The relevant section of the report is stretches from pages 30 to 34. There, it details a 1993 Iraqi Defense Ministry letter describing a campaign of attacks on civilians and non-governmental organizations in Kurdish-controlled northern Iraq.
"Terrorist operations in the Kurdish areas were carried out with the direct knowledge of the highest levels of the Iraqi government"; the report states. "... According to correspondence between [the Defense Ministry] and [an Iraqi intelligence organization], seventy-nine regime-directed attacks were successful against 'saboteurs,' Kurdish factions, UN operations, and various international [non-governmental organizations] in the northern Iraq [sic] during a six-month period in 1993".
That is obviously a campaign of deliberate state violence. What it is obviously not is a collaboration between Saddam Hussein and Al Qaeda. Rather, it was a campaign conducted by Saddam's own operatives. Goldberg says Saddam was "a supporter of terrorism". What he's hoping you're too half-awake to realize is that there's a difference between generic "terror" groups and Al Qaeda.

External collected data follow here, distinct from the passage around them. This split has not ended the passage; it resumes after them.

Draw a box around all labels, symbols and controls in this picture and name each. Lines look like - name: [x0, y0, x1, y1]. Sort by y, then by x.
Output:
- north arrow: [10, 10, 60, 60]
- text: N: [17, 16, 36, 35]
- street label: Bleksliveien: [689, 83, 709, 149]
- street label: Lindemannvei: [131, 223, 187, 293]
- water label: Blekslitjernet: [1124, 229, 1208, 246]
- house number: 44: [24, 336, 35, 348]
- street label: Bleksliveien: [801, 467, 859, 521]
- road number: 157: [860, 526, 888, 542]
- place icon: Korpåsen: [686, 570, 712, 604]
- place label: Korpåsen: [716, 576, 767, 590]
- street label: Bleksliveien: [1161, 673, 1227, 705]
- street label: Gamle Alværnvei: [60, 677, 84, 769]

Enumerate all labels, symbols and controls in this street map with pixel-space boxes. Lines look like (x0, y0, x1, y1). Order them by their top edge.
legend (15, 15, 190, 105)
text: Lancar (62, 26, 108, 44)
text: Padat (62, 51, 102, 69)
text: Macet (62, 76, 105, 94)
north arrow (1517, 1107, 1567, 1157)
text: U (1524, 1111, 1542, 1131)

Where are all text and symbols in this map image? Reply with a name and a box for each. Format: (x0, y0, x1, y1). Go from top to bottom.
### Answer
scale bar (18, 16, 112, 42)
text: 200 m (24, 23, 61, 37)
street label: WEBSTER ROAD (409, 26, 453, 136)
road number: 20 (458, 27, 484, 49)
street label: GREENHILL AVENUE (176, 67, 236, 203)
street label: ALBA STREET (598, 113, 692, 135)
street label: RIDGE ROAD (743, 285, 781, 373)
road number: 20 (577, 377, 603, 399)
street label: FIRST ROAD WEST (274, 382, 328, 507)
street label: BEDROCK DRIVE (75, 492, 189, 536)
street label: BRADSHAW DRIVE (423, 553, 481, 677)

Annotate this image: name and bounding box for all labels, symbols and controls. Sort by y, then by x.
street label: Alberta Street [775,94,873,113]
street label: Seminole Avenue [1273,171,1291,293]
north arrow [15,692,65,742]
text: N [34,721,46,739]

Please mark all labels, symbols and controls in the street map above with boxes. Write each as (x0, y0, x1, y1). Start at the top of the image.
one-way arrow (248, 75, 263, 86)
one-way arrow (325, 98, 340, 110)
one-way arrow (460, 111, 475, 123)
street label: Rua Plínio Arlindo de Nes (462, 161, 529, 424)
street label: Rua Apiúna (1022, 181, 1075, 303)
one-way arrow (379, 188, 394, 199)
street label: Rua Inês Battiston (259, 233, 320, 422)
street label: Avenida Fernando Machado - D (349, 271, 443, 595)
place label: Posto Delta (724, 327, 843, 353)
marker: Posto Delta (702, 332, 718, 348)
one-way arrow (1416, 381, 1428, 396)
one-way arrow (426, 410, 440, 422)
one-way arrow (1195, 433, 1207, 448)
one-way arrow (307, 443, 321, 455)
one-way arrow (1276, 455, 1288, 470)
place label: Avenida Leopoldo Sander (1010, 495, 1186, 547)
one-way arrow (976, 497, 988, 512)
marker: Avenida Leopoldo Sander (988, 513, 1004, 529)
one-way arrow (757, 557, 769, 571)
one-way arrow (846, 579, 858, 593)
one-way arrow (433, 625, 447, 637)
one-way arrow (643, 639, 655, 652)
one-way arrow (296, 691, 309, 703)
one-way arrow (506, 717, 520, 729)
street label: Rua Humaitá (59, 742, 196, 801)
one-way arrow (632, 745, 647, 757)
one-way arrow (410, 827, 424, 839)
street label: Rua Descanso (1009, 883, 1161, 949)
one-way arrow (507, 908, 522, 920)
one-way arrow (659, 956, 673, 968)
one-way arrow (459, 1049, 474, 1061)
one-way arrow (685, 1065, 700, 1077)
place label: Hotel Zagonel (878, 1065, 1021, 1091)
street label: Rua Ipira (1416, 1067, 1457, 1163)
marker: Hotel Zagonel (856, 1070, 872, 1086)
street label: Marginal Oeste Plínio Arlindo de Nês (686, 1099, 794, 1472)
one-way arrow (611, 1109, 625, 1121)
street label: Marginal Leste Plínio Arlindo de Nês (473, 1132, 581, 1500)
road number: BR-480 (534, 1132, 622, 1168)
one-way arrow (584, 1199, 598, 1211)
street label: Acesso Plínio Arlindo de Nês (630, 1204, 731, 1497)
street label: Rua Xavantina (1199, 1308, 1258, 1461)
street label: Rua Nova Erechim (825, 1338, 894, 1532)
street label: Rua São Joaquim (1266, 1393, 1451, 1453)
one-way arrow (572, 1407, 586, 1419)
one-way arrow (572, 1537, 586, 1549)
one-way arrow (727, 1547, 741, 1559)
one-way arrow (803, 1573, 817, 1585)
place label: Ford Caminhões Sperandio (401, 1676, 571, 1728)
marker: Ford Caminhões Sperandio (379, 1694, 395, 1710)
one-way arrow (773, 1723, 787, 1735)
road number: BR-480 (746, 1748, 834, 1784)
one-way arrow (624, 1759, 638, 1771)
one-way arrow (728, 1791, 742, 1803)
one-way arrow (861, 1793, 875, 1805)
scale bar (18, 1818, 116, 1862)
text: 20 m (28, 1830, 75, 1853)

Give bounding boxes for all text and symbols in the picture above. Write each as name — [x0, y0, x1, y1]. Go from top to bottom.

The report, as I wrote in my piece, does not say, at all, contra to Goldberg's misleading implication, that Saddam collaborated with Ayman Zawahiri. It says that around 1993, a memo from one of Saddam's apparatchiks noted, "In a meeting in the Sudan we agreed to renew our relations with the Islamic Jihad Organization in Egypt". Years later, that organization would merge with Al Qaeda. Nowhere in the report does Joint Forces Command substantiate that Saddam and Zawahiri's group actually, you know, did anything together. To the contrary: it refers to a memorandum, "dated 8 February 1993, asking that movement to refrain from moving against the Egyptian government at that time."
Goldberg has misled The New Yorker's readers for years. Now he's misleading Slate's readers. And, when you think about it, why shouldn't he? After all, he rode his misrepresentations all the way to a great job at The Atlantic. All the incentives have aligned for him. Why stop now? It's not like 4,000 Americans have died or anything.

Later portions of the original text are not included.